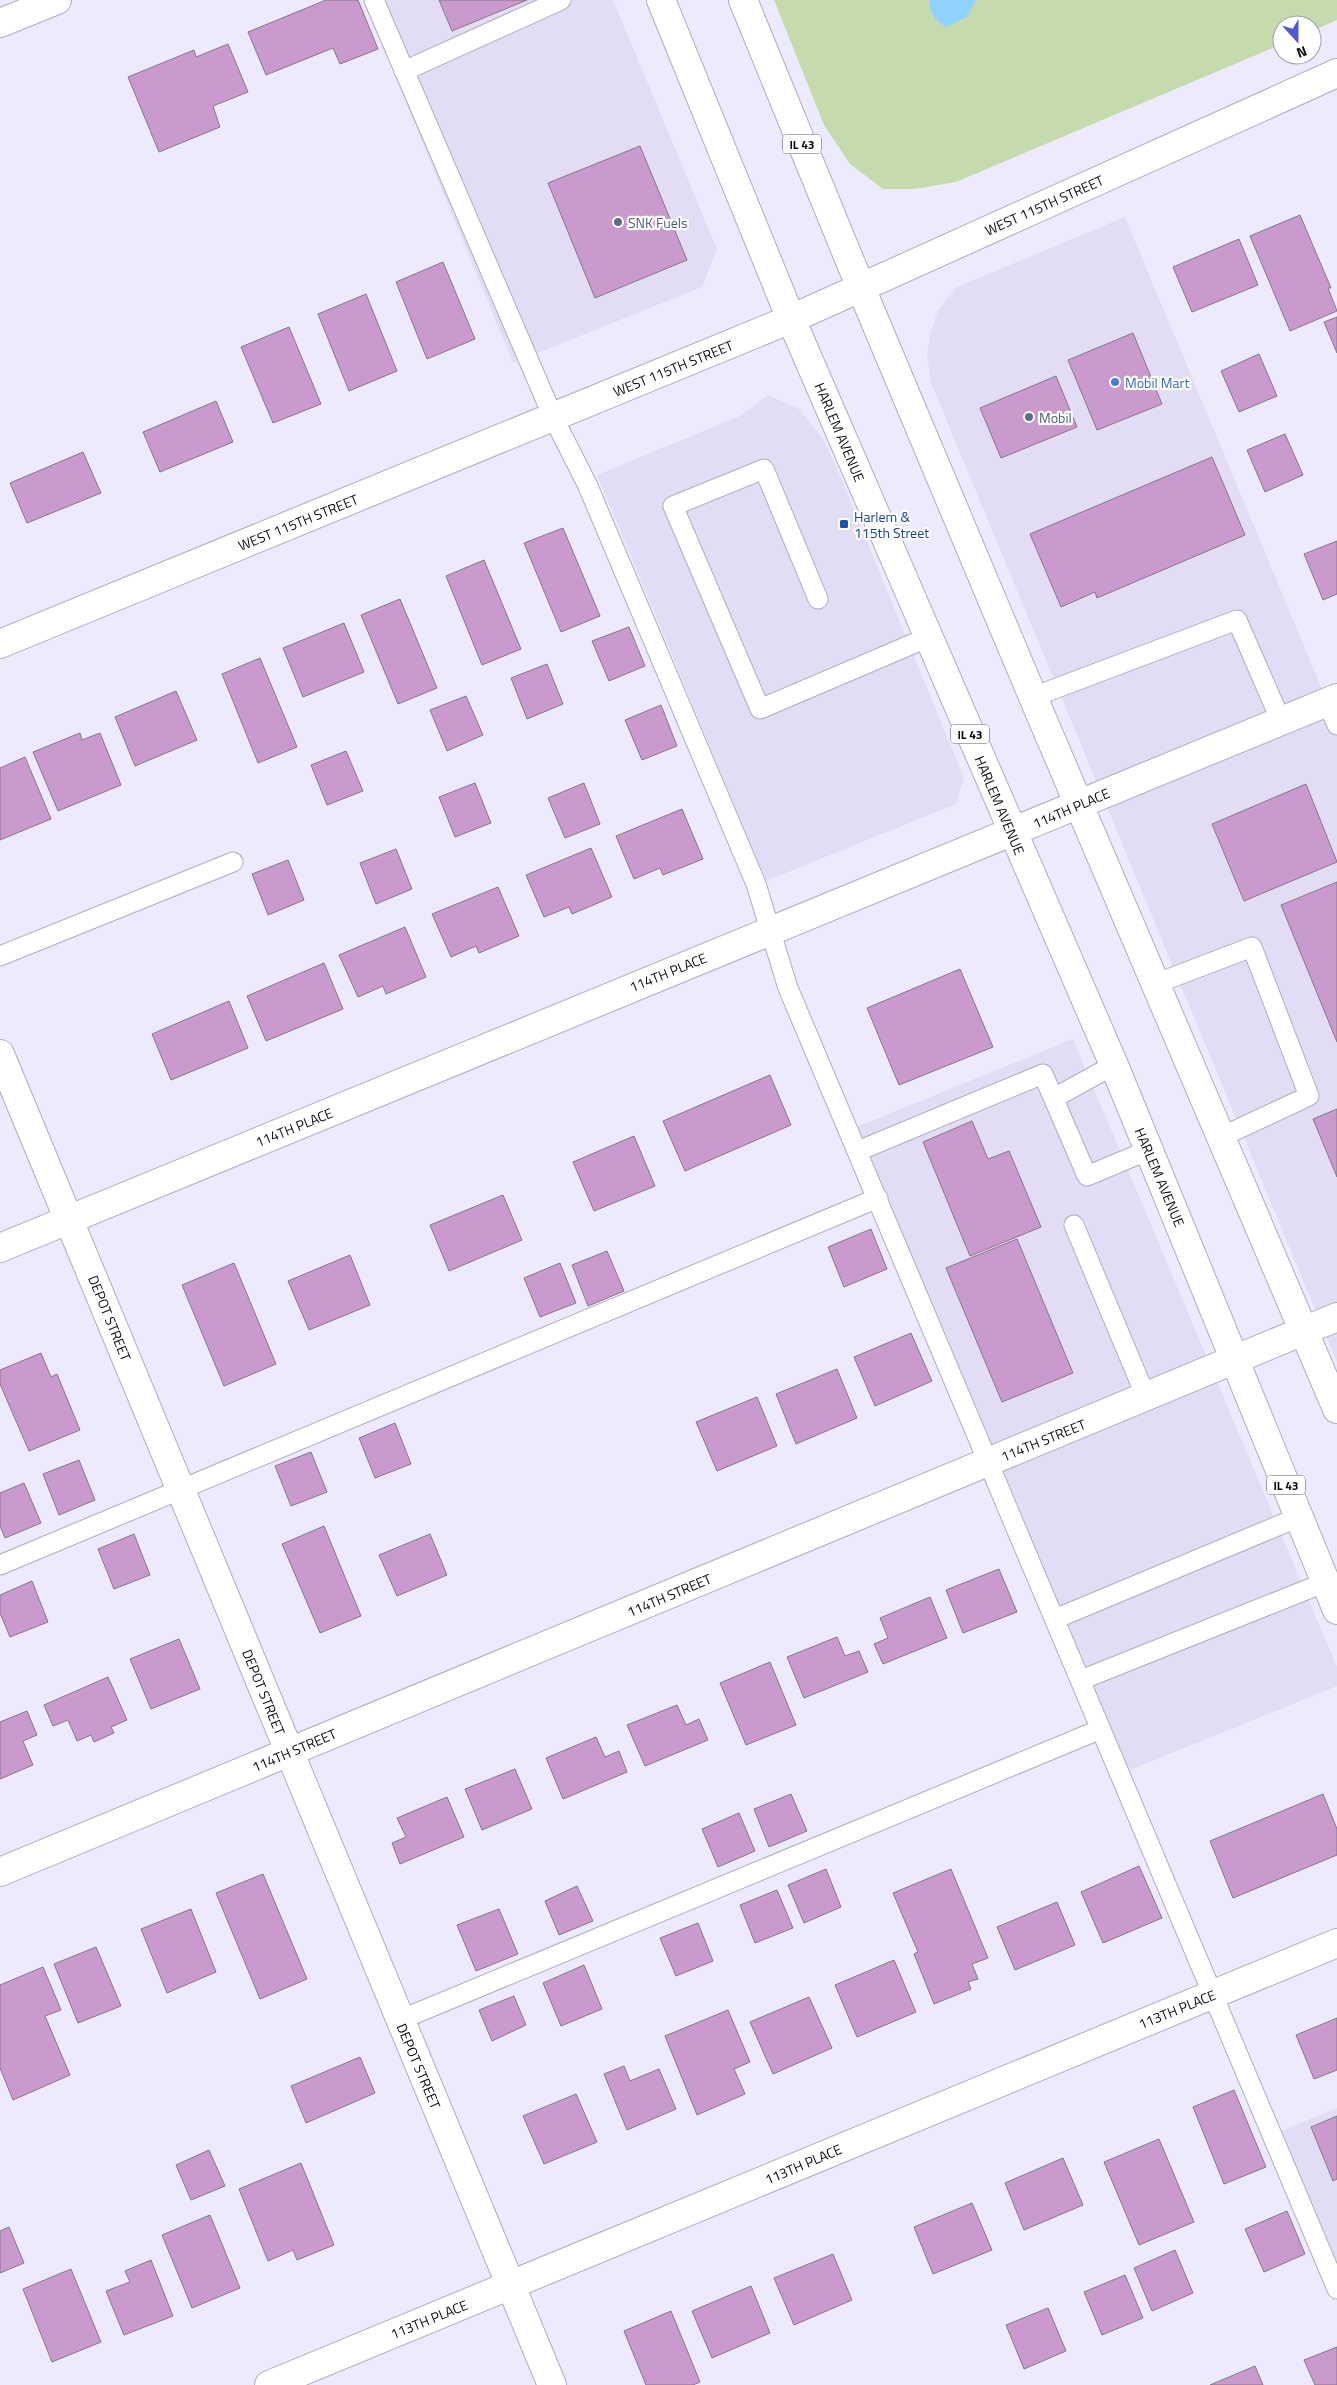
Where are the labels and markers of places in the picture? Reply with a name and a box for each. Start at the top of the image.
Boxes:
place label: SNK Fuels [628,212,687,233]
marker: SNK Fuels [612,216,624,228]
place label: Mobil Mart [1125,372,1189,393]
marker: Mobil Mart [1109,376,1121,388]
place label: Mobil [1039,407,1072,428]
marker: Mobil [1023,411,1035,423]
place label: Harlem & 115th Street [854,506,929,543]
marker: Harlem & 115th Street [838,518,850,530]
········
The expected output is every record above, copied exactly, without pictures.

### TASK RESPONSE:
Where are the labels and markers of places in the picture? Reply with a name and a box for each. Start at the top of the image.
Boxes:
place label: SNK Fuels [628,212,687,233]
marker: SNK Fuels [612,216,624,228]
place label: Mobil Mart [1125,372,1189,393]
marker: Mobil Mart [1109,376,1121,388]
place label: Mobil [1039,407,1072,428]
marker: Mobil [1023,411,1035,423]
place label: Harlem & 115th Street [854,506,929,543]
marker: Harlem & 115th Street [838,518,850,530]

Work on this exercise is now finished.